* **WORK ITEM**:
From the first line of the records below through the line with "margin:0; font-family:Inter,sans-serif; background:var(--page);", output each line exactly; skip the pictures.

Collected data
.....
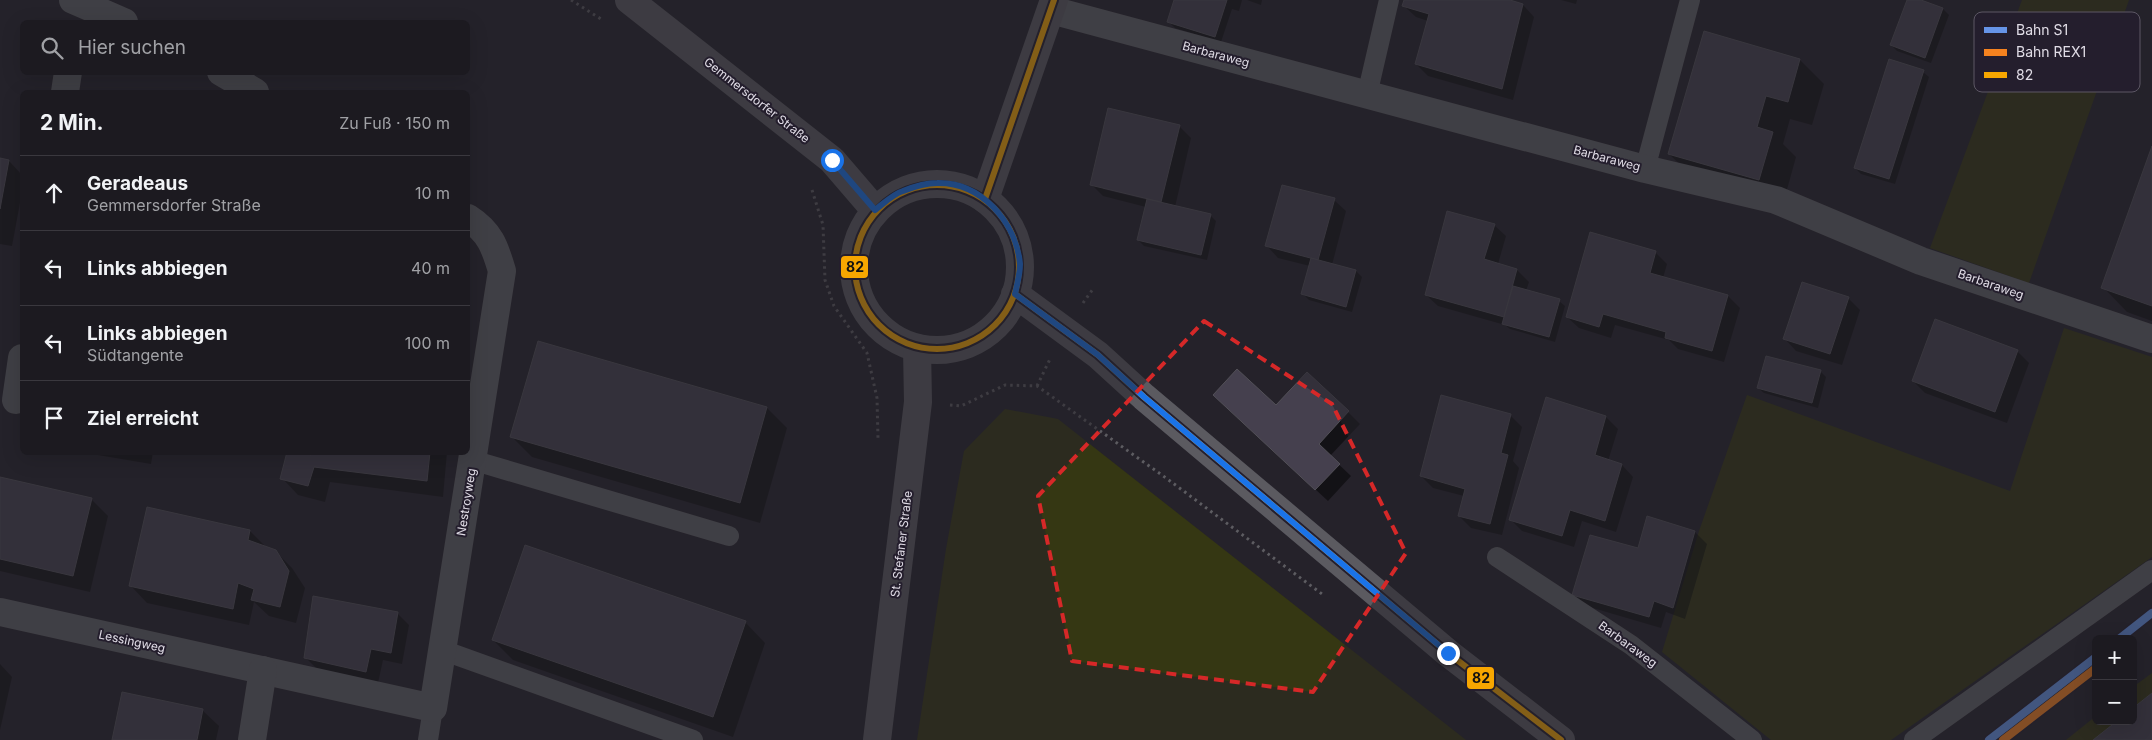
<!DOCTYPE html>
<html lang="de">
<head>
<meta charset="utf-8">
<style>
	:root { --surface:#1c1a20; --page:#29272d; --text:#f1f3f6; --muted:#a0a1a5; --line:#3a383e }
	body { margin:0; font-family:Inter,sans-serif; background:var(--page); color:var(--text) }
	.controls { position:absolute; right:15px; bottom:15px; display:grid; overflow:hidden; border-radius:8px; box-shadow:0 5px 20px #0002 }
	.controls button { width:45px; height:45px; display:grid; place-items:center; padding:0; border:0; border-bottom:1px solid var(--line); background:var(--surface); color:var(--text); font:25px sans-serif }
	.stop { position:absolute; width:15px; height:15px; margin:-11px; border:4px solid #1a73e8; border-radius:50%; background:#fff }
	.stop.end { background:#1a73e8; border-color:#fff; box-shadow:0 1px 5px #0008 }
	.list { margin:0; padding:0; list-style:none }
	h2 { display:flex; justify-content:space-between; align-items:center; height:65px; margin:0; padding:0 20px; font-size:21px }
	h2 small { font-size:16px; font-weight:400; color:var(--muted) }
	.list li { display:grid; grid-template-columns:32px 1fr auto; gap:15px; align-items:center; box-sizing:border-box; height:75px; padding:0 20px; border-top:1px solid var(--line) }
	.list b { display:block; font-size:19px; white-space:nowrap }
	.list p { margin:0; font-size:16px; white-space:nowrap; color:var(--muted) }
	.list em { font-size:16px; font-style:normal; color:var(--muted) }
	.icon { flex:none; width:28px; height:28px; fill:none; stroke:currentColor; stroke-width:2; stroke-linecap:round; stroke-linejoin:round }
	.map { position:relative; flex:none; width:2152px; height:740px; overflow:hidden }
	.search { position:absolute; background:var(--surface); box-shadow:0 5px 20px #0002; left:20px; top:20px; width:450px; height:55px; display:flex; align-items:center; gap:12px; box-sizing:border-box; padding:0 18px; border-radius:8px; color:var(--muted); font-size:19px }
	.panel { position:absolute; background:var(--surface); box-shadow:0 5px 20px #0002; left:20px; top:90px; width:450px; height:365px; border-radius:8px }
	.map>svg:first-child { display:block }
</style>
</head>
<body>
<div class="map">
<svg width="2152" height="740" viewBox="0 0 2152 740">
	<rect width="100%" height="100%" fill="#25222a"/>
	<g fill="#353713">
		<path d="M 2022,0 L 2129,0 L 2029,283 L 1930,248 Z"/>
		<path d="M 2064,328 L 2152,357 L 2152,557 L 1891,740 L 1771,740 L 1662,652 L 1699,531 L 1747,395 L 2010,491 Z"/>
		<path d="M 1005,409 L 1058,419 L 1466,740 L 917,740 L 946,549 L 964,451 Z"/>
		<path d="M 2152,673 L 2152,693 L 2133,708 L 2133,687 Z"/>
		<path d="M 2096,716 L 2096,721 L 2117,721 L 2093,740 L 2066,740 Z"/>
	</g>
	<g fill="#0007" fill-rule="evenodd">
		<path d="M 1176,0 L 1242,0 L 1239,11 L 1232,9 L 1221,42 L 1175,28 L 1169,22 Z"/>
		<path d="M 1247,0 L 1262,0 L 1261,5 Z"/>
		<path d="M 1405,0 L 1505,0 L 1523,5 L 1534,17 L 1513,100 L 1428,76 L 1416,64 L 1428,21 L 1416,17 L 1404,6 Z"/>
		<path d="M 1561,0 L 1577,0 L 1576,4 Z"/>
		<path d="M 1908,0 L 1918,0 L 1943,9 L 1949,15 L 1931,63 L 1897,51 L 1891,45 Z"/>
		<path d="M 1800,60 L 1824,84 L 1812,125 L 1790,119 L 1783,144 L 1796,157 L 1783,204 L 1694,178 L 1669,154 Z"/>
		<path d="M 1923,72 L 1929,77 L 1895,184 L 1861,174 L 1855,168 Z"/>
		<path d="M 1179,126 L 1191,138 L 1175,207 L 1210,215 L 1216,221 L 1207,260 L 1144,246 L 1138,240 L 1146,207 L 1103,196 L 1091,184 ZM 1103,187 L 1156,200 L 1156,202 L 1103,189 Z"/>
		<path d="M 2152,150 L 2152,321 L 2127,312 L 2103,287 Z"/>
		<path d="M 0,159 L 9,161 L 22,175 L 22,192 L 12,246 L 0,244 Z"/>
		<path d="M 1334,200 L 1346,211 L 1332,265 L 1356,271 L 1362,277 L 1352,312 L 1309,300 L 1303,294 L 1310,266 L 1278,258 L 1267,246 Z"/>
		<path d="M 1494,225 L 1506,236 L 1498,264 L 1517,270 L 1529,282 L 1526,291 L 1559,301 L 1565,306 L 1555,342 L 1510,329 L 1505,325 L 1438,306 L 1426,295 Z"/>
		<path d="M 1655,252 L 1667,264 L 1663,278 L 1728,296 L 1740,308 L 1724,362 L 1678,349 L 1669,340 L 1615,325 L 1611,338 L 1579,328 L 1567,317 Z"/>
		<path d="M 1848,298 L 1860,310 L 1842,365 L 1796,351 L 1785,339 Z"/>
		<path d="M 539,343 L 767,408 L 787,428 L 760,523 L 532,457 L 512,437 Z"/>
		<path d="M 2017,351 L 2029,363 L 2007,423 L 1925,393 L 1913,381 Z"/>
		<path d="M 1820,371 L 1826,377 L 1818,408 L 1764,393 L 1758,388 Z"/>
		<path d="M 1277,406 L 1348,412 L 1360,424 L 1330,456 L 1351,476 L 1328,501 L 1226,407 Z"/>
		<path d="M 1510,415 L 1522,427 L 1513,461 L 1519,468 L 1502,535 L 1471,528 L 1459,516 L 1464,496 L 1433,488 L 1421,476 Z"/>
		<path d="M 1606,417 L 1618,429 L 1608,461 L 1622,465 L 1633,477 L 1616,532 L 1582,521 L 1574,547 L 1522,531 L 1510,519 Z"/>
		<path d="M 80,452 L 153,452 L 151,464 Z"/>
		<path d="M 313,452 L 447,452 L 443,497 L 330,482 L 325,502 L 298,495 L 282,478 L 312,457 Z"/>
		<path d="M 0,478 L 91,499 L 108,516 L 90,592 L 0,571 Z"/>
		<path d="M 1648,518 L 1695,532 L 1707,544 L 1685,619 L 1666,612 L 1661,628 L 1586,606 L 1574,594 L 1638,550 Z"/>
		<path d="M 250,531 L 267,548 L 275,551 L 292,568 L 305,588 L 296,623 L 269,616 L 254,602 L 249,625 L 147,603 L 131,586 Z"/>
		<path d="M 397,613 L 409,625 L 402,664 L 383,660 L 378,683 L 317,669 L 305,657 Z"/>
		<path d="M 745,622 L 765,643 L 733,737 L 513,660 L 493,640 Z"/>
		<path d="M 0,664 L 12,677 L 0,730 Z"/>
		<path d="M 202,710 L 219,726 L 216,740 L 114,740 Z"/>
	</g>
	<g fill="#45404e" stroke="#525057">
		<path d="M 1174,0 L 1227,0 L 1215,37 L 1167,22 Z"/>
		<path d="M 1404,0 L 1510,0 L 1523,4 L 1502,89 L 1415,64 L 1429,14 L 1402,6 Z"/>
		<path d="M 1907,0 L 1921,0 L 1943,8 L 1925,58 L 1890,45 Z"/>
		<path d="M 1704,31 L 1800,59 L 1788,102 L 1766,96 L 1757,127 L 1773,132 L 1759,180 L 1668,154 Z"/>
		<path d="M 1889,59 L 1924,70 L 1889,179 L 1854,168 Z"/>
		<path d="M 1108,108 L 1180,125 L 1161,202 L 1090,185 Z"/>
		<path d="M 2152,146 L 2152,306 L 2101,288 Z"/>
		<path d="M 0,158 L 9,160 L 0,209 Z"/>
		<path d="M 1282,185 L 1335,198 L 1318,260 L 1265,246 Z"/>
		<path d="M 1147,199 L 1211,214 L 1201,255 L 1137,240 Z"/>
		<path d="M 1447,211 L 1495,224 L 1484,259 L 1517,269 L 1504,317 L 1425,295 Z"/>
		<path d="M 1590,232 L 1656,251 L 1650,273 L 1728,295 L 1712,351 L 1665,338 L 1666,332 L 1603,314 L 1599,327 L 1566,317 Z"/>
		<path d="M 1311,258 L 1356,270 L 1346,307 L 1301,294 Z"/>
		<path d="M 1802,282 L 1849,297 L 1830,354 L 1783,339 Z"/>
		<path d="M 1513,286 L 1560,299 L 1549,337 L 1502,324 Z"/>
		<path d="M 1935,319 L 2018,350 L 1995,412 L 1912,381 Z"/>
		<path d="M 538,341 L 767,407 L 740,503 L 510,437 Z"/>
		<path d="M 1766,356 L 1821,370 L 1812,403 L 1757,388 Z"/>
		<path d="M 1237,369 L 1276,405 L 1307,372 L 1349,411 L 1319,444 L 1340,464 L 1315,490 L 1213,395 Z"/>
		<path d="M 1441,395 L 1511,414 L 1501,453 L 1508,455 L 1490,524 L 1458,516 L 1465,489 L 1420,476 Z"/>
		<path d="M 1546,397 L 1606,416 L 1595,455 L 1622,464 L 1605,521 L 1570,510 L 1562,536 L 1509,520 Z"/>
		<path d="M 287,452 L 301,452 L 311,455 L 311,452 L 430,452 L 427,481 L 314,467 L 308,486 L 280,479 Z"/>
		<path d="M 0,477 L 92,498 L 73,576 L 0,559 Z"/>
		<path d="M 147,507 L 250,530 L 248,540 L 276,550 L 289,571 L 280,607 L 251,600 L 254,589 L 238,583 L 233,609 L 129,586 Z"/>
		<path d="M 1647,516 L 1695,531 L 1673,608 L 1654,601 L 1649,617 L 1572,595 L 1590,535 L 1638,548 Z"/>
		<path d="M 525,545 L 746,621 L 713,717 L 492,640 Z"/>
		<path d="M 313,596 L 398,612 L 391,653 L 371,649 L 366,672 L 304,658 Z"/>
		<path d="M 122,692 L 203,709 L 197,740 L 112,740 Z"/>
		<path d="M 2152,693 L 2152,740 L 2093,740 L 2117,721 L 2133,721 L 2133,708 Z"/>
	</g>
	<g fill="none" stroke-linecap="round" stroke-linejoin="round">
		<g stroke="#5d5c61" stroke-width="3" stroke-dasharray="2.5 4" stroke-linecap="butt">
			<path d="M 571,0 L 601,19"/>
			<path d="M 812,190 L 823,225 L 825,280 L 834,306 L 867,353 L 877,398 L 878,439"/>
			<path d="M 1083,303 L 1093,289"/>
			<path d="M 1037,386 L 1050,359"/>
			<path d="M 950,405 L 961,406 L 1005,385 L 1037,386 L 1166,478 L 1322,594"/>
		</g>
		<g stroke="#616266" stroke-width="20">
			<path d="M 1367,95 L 1389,0"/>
			<path d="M 1645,169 L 1690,0"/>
			<path d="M 472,460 L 729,536"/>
			<path d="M 1497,557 L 1631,645 L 1752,740"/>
			<path d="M 442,650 L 693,740"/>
			<path d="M 428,740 L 433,708"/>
			<path d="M 1914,740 L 2152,570"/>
		</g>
		<g stroke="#616266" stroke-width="28">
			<path d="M 73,0 L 124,22"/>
			<path d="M 1051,10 L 1645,169 L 1776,200 L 1921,261 L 2152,339"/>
			<path d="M 221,72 L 255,92"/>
			<path d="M 65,92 L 68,72"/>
			<path d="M 16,400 L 22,358"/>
			<path d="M 0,612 L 433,708 L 502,271 C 495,247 490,232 468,218"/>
			<path d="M 252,740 L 263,670"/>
		</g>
		<g stroke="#5b5a60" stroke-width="28">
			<path d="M 629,0 L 832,160 L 875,210"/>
			<circle cx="937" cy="267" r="83"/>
			<path d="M 985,199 L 1054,0"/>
			<path d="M 1015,294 L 1098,355 L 1144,397 L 1448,653 L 1561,740"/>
			<path d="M 877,740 L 918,402 L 917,348"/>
		</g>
		<g stroke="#241e2d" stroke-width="10">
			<g id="bus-1">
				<circle cx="937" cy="267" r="82"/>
				<path d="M 985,199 L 1054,0"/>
				<path d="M 1015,294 L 1098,355 L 1144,397 L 1448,653 L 1561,740"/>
			</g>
		</g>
		<use href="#bus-1" stroke="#f7a600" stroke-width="6"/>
		<g stroke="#241e2d" stroke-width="11">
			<g id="rail-1">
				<path d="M 2119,639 L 2152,613"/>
				<path d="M 1989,740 L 2096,657"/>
			</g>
		</g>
		<g stroke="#241e2d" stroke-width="11">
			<path id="rail-2" d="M 2003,740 L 2096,668"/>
		</g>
		<use href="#rail-1" stroke="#6694e7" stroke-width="8"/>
		<use href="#rail-2" stroke="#f5821f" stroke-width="8"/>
	</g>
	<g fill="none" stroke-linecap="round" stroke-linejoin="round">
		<path stroke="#1a73e8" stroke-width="6" d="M 832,160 L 875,210 C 883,204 893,194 903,191 C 913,187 927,183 937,183 C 981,182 1016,222 1020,264 C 1020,274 1017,285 1015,294 L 1098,355 L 1144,397 L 1448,653"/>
	</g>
	<path d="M0 0H2152V740H0ZM 1204,321 L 1332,404 L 1406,553 L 1313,692 L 1072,661 L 1038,496 Z" fill="#25222a" fill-opacity=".55" fill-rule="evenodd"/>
	<path fill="none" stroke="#d62828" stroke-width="4" stroke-dasharray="10 6" stroke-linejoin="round" d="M 1204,321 L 1332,404 L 1406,553 L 1313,692 L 1072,661 L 1038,496 Z"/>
	<g text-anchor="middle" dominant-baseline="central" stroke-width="4" stroke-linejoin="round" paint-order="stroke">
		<g font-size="12" fill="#e0dce6" stroke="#241e2d">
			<text transform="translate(1216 54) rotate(15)">Barbaraweg</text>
			<text transform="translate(757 100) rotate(38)">Gemmersdorfer Straße</text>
			<text transform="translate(1607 158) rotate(15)">Barbaraweg</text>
			<text transform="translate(1991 284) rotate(19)">Barbaraweg</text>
			<text transform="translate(466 502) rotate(-81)">Nestroyweg</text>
			<text transform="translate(901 544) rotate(-83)">St. Stefaner Straße</text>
			<text transform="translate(132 641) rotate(12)">Lessingweg</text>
			<text transform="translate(1628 644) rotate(36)">Barbaraweg</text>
		</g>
	</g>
	<rect x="1974" y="12" width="166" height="80" rx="8" fill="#241e2d" stroke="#5c5764" stroke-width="1"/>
	<rect x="1984" y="27" width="23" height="6" fill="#6694e7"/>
	<rect x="1984" y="49" width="23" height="7" fill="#f5821f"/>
	<rect x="1984" y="72" width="23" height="6" fill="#f7a600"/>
	<g font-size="14" fill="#e0dce6">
		<text x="2016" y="35">Bahn S1</text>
		<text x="2016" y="57">Bahn REX1</text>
		<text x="2016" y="80">82</text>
	</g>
	<g stroke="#241e2d" stroke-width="2">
		<rect x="840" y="255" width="29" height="24" rx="5" fill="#f7a600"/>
		<rect x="1466" y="666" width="29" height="24" rx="5" fill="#f7a600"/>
	</g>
	<g font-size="14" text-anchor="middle" font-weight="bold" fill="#111">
		<text x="855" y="272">82</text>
		<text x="1481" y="683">82</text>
	</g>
</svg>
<div class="controls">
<button>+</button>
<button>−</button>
</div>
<div class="stop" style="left:832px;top:160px"></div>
<div class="stop end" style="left:1448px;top:653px"></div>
<div class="search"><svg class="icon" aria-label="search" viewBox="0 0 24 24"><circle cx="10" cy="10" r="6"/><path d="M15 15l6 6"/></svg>Hier suchen</div>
<section class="panel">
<h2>2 Min.<small>Zu Fuß · 150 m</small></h2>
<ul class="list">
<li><svg class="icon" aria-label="ahead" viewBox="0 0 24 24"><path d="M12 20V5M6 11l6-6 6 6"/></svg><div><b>Geradeaus</b><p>Gemmersdorfer Straße</p></div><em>10 m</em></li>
<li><svg class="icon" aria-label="left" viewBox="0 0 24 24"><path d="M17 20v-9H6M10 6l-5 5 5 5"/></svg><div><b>Links abbiegen</b></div><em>40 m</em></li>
<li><svg class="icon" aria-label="left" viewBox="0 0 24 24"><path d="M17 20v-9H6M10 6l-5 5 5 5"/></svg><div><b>Links abbiegen</b><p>Südtangente</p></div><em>100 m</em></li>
<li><svg class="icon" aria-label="arrive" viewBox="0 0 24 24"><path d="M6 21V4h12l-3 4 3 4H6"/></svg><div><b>Ziel erreicht</b></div></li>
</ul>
</section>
</div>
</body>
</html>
.....
* **ANSWER SECTION**:
<!DOCTYPE html>
<html lang="de">
<head>
<meta charset="utf-8">
<style>
	:root { --surface:#1c1a20; --page:#29272d; --text:#f1f3f6; --muted:#a0a1a5; --line:#3a383e }
	body { margin:0; font-family:Inter,sans-serif; background:var(--page); color:var(--text) }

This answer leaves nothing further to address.